NAPOLI (Di Anna Calì) – “Il teatro Sannazaro non c’è più” è una frase che pesa come cenere. Ma può e deve essere una frase provvisoria. La storia di Napoli insegna che dalle macerie si può rinascere. Che la cultura, quando è radicata nel tessuto profondo di una comunità, trova sempre il modo di tornare a parlare. Come la fenice che rinasce dalle proprie ceneri, anche un teatro può trasformare la distruzione in nuova vita, se una città decide di crederci davvero.
Il Teatro Sannazaro non è stato soltanto un edificio colpito dal fuoco. È stato ed è una casa della parola, un presidio culturale e un laboratorio di identità. Un luogo in cui la tradizione della drammaturgia napoletana ha dialogato con la contemporaneità, in cui il passato non è mai stato museo ma materia viva.
Al Sannazaro la città si è riconosciuta nei propri accenti, nelle proprie ironie e nelle proprie contraddizioni. È stato il palcoscenico per artisti affermati e spazio di crescita per nuove generazioni.
È stato il teatro come rito collettivo: platea e scena unite da un filo invisibile fatto di emozione, riflessione, appartenenza.
Un incendio distrugge in poche ore ciò che è stato costruito in decenni. Ma ciò che brucia davvero non sono soltanto arredi, quinte e sipari. A bruciare è una parte di memoria condivisa, il lavoro silenzioso di tecnici e maestranze e la fatica quotidiana di chi ha custodito quella fiamma culturale che oggi appare soffocata dal fumo.

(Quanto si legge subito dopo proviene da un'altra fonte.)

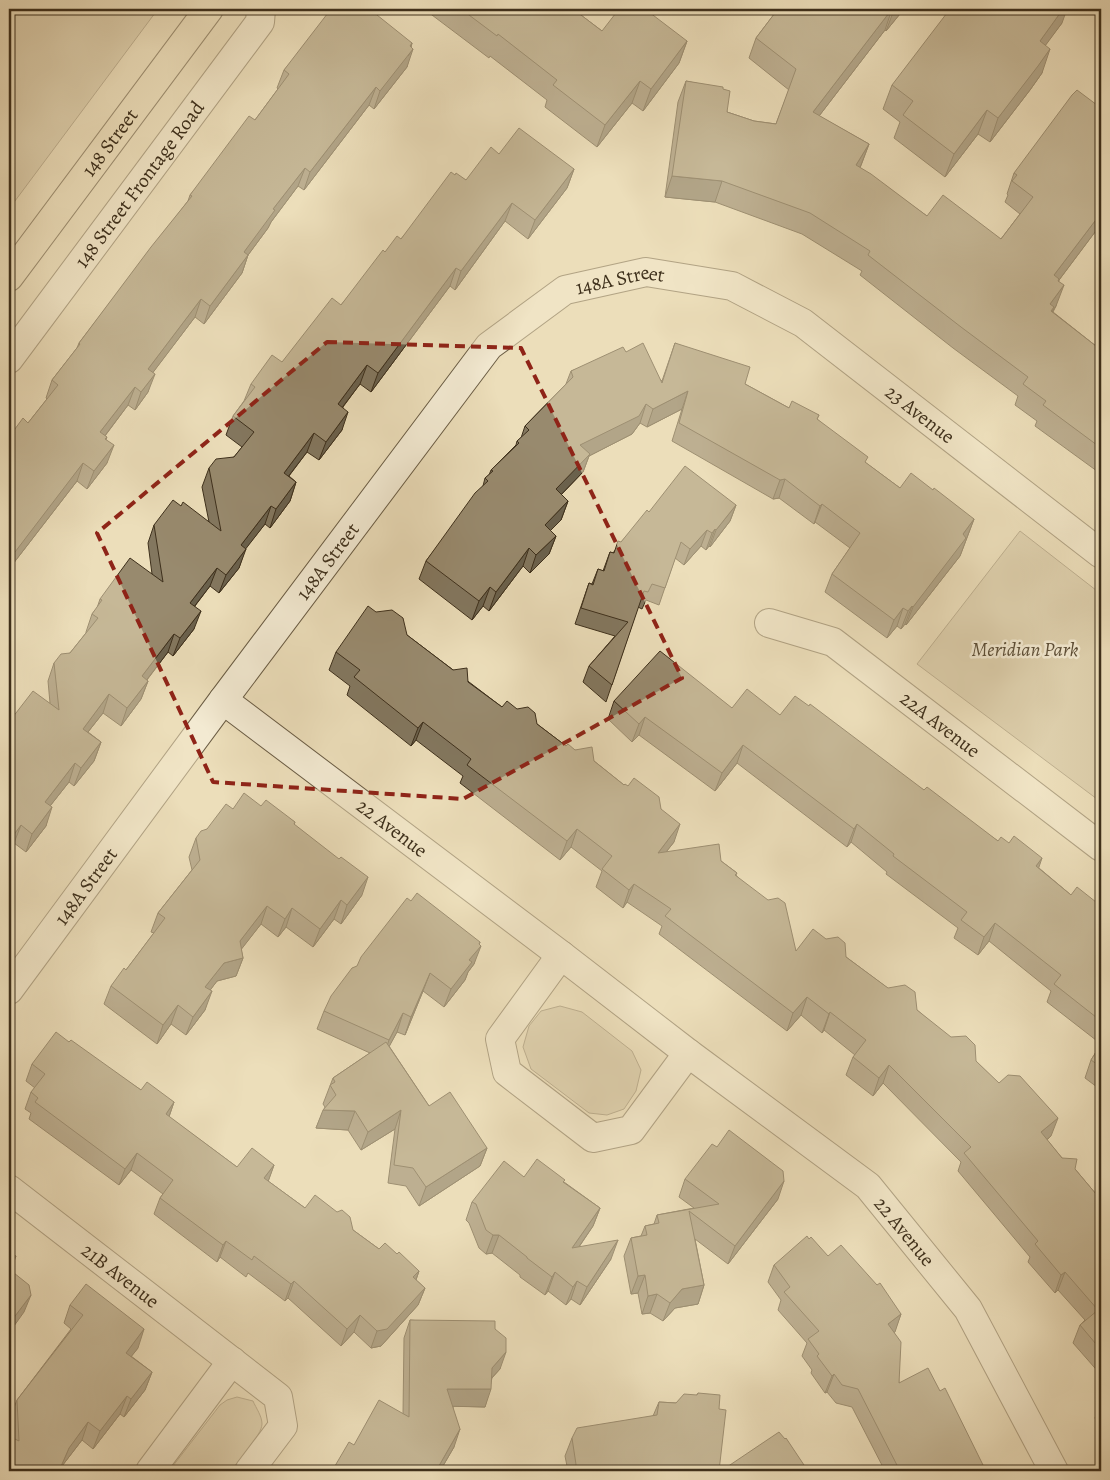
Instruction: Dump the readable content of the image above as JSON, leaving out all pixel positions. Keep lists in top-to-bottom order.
{
  "streets": {
    "main road": ["148 Street"],
    "street": [
      "148 Street Frontage Road",
      "148A Street",
      "23 Avenue",
      "22A Avenue",
      "22 Avenue",
      "21B Avenue"
    ]
  },
  "crossings": [
    ["148A Street", "23 Avenue"],
    ["148A Street", "22 Avenue"]
  ],
  "parks": ["Meridian Park"]
}
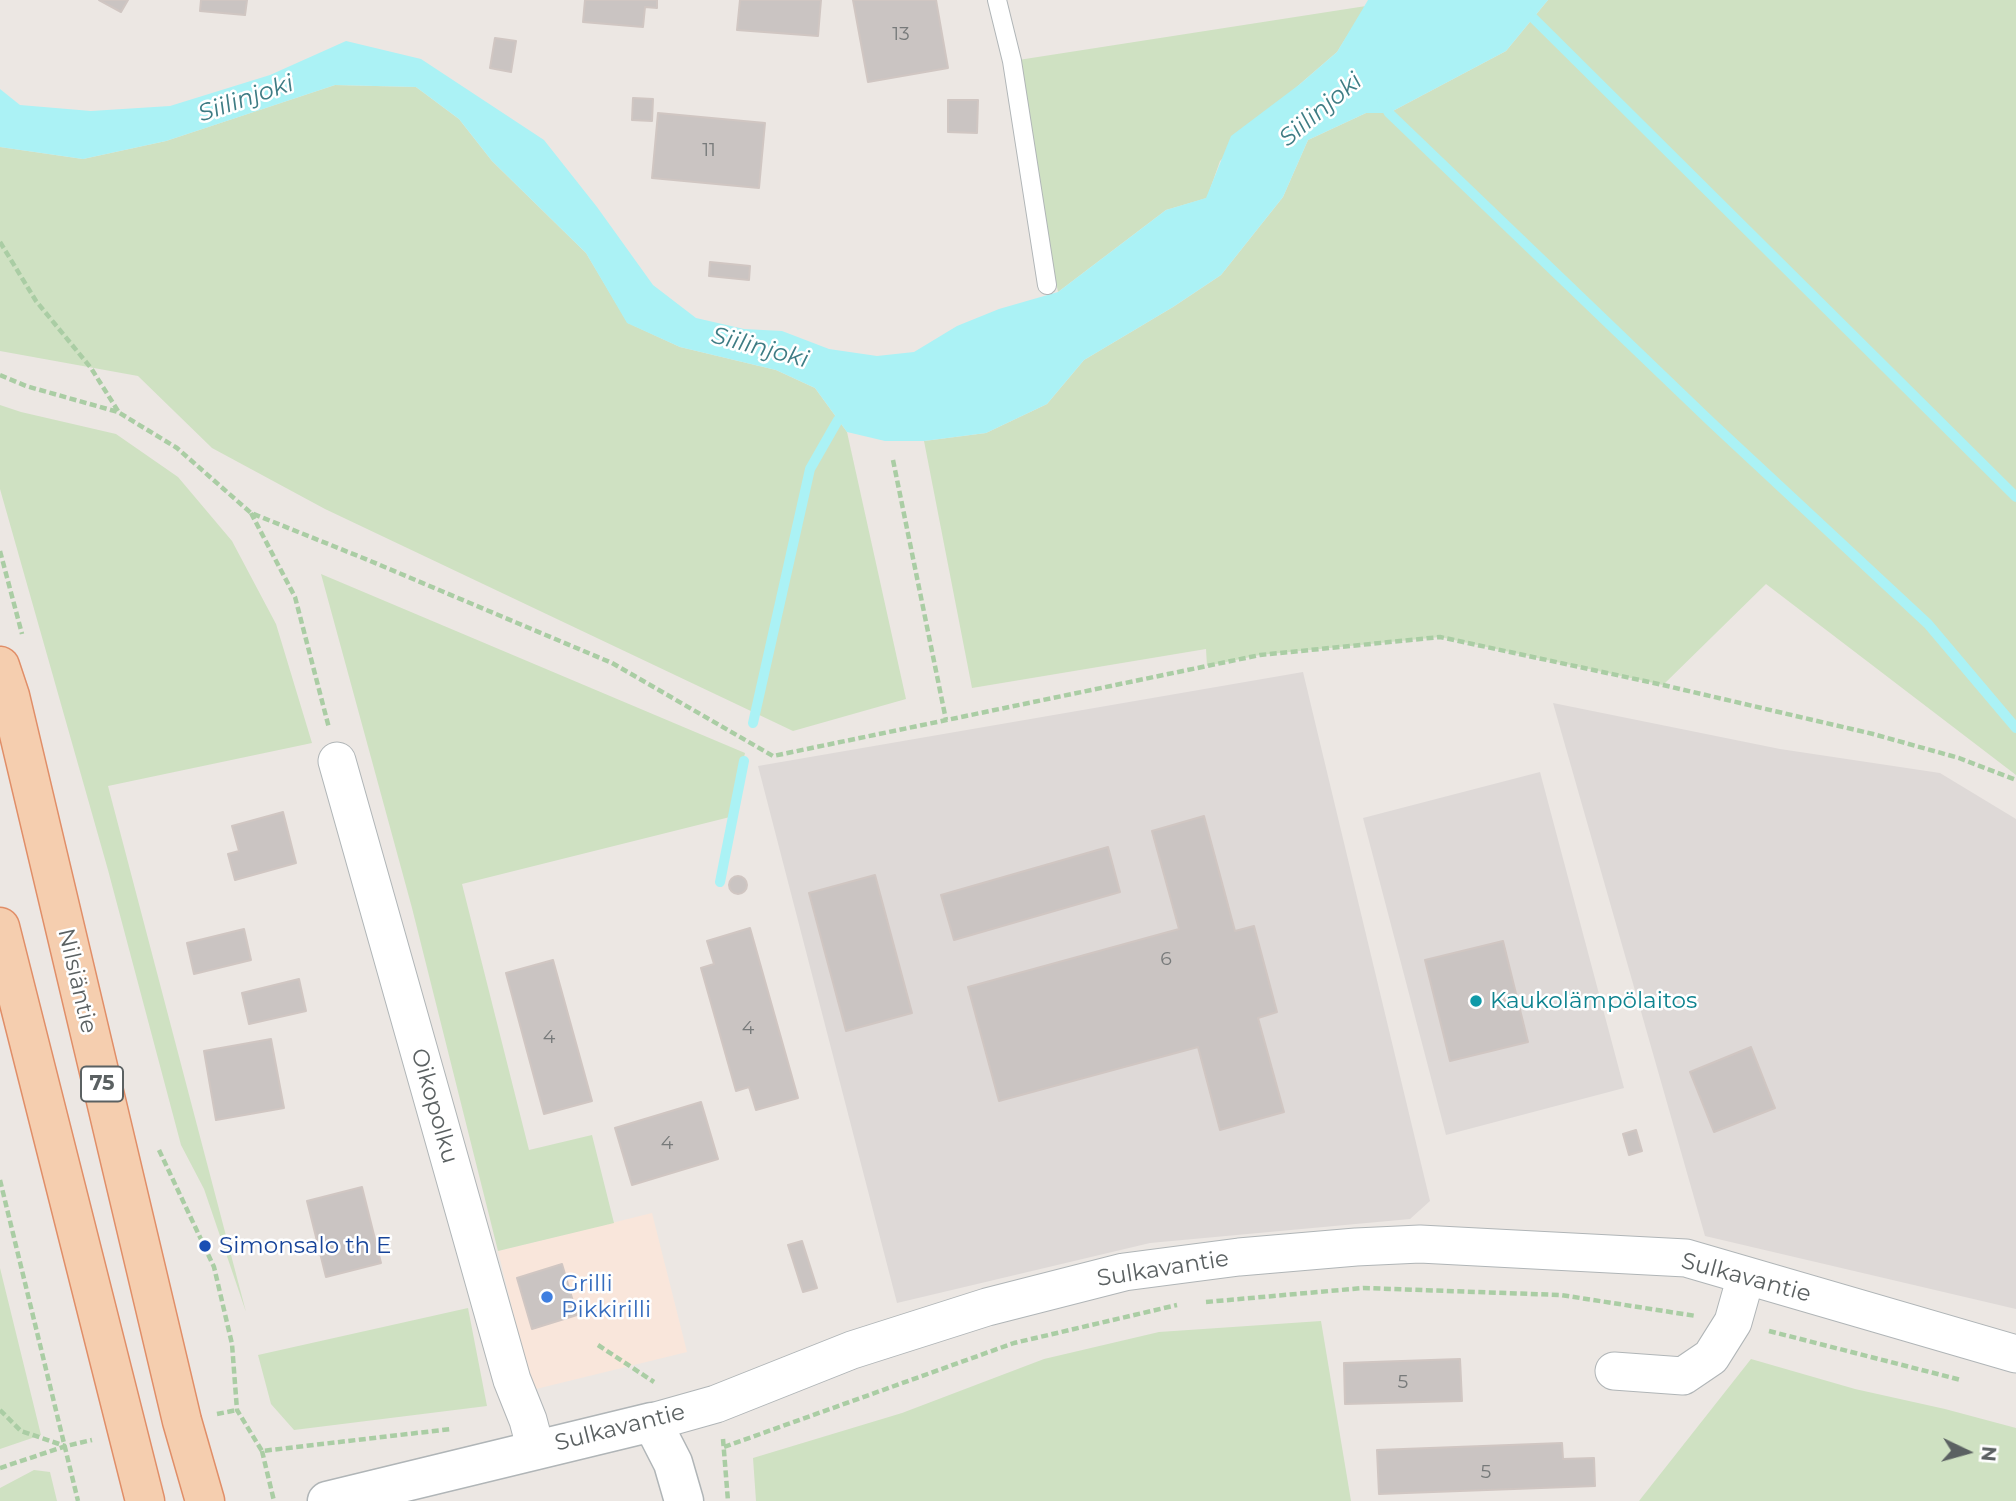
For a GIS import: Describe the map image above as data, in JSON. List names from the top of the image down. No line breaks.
{"streets":{"main road":["Nilsiäntie","75"],"street":["Oikopolku","Sulkavantie"]},"crossings":[["Oikopolku","Sulkavantie"]],"water":["Siilinjoki"],"places":["Kaukolämpölaitos","Simonsalo th E","Grilli Pikkirilli"],"house_numbers":["13","11","6","4","4","4","5","5"],"north":"right"}
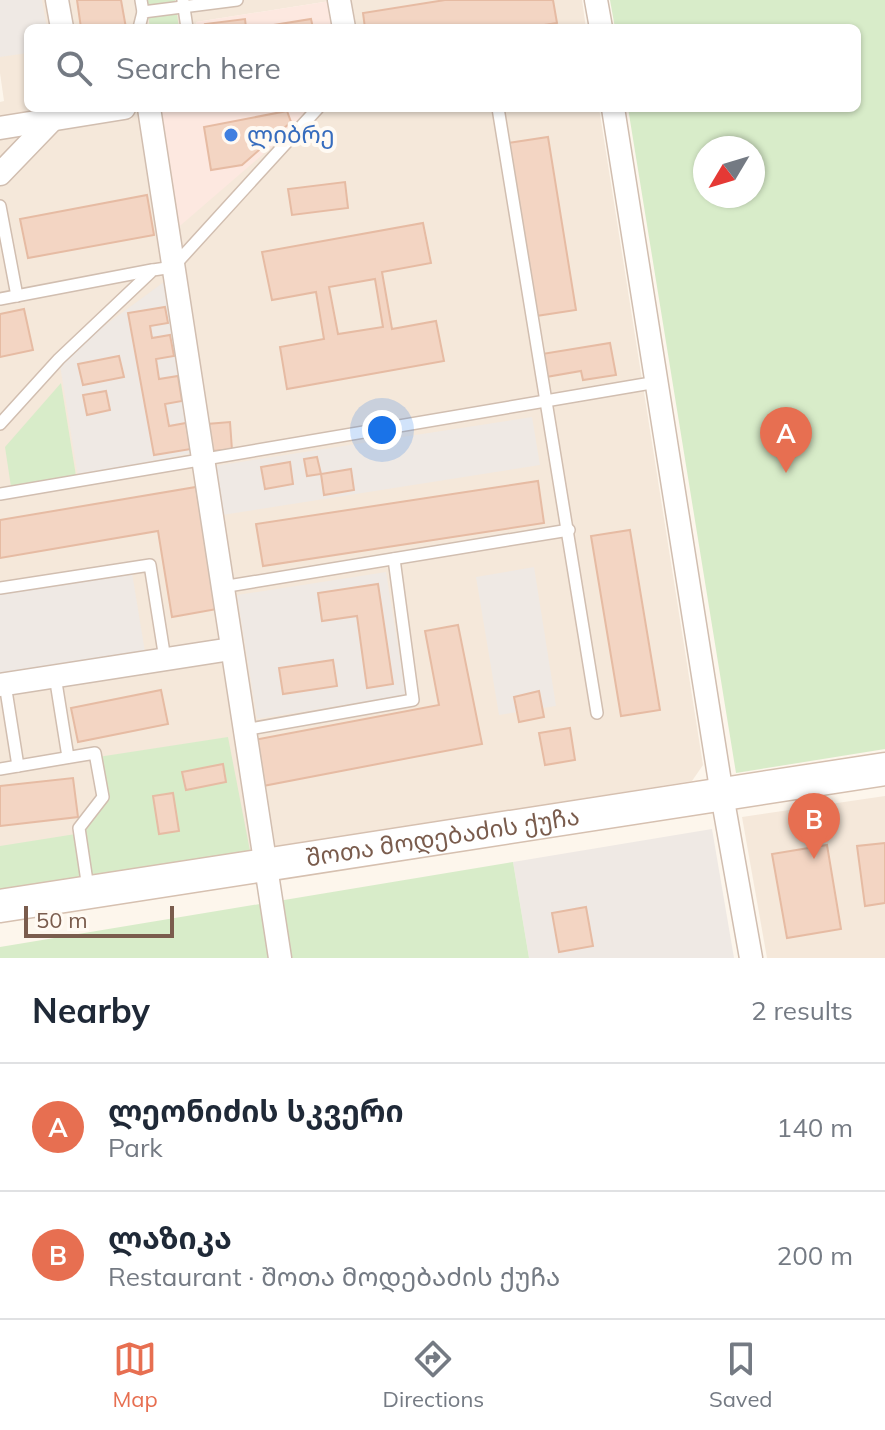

Eppure, proprio nell’immagine della cenere si nasconde il senso di questo momento. La fenice non rinasce per caso: rinasce perché è nella sua natura. Così Napoli, quando viene ferita, trova nella propria identità la forza di rialzarsi.
La macchina della solidarietà deve entrare nel vivo, perché non bastano i messaggi di solidarietà e le dichiarazioni di circostanza; tutto questo deve tradursi in impegni chiari, in fondi stanziati, in tempi certi per la messa in sicurezza e la ricostruzione. Deve diventare un patto pubblico tra istituzioni, mondo della cultura, imprenditoria e cittadini.
E in questa risposta collettiva un ruolo decisivo potrebbero averlo anche gli altri teatri cittadini. Sarebbe bello, e sarebbe un segnale potente, se i palcoscenici di Napoli scegliessero di accogliere, almeno temporaneamente, il cartellone che era previsto al Sannazaro e che l’incendio ha bruscamente interrotto. Sarebbe un gesto di comunità artistica, un modo concreto per non lasciare soli chi c’è alla spalle del teatro di Chiaia.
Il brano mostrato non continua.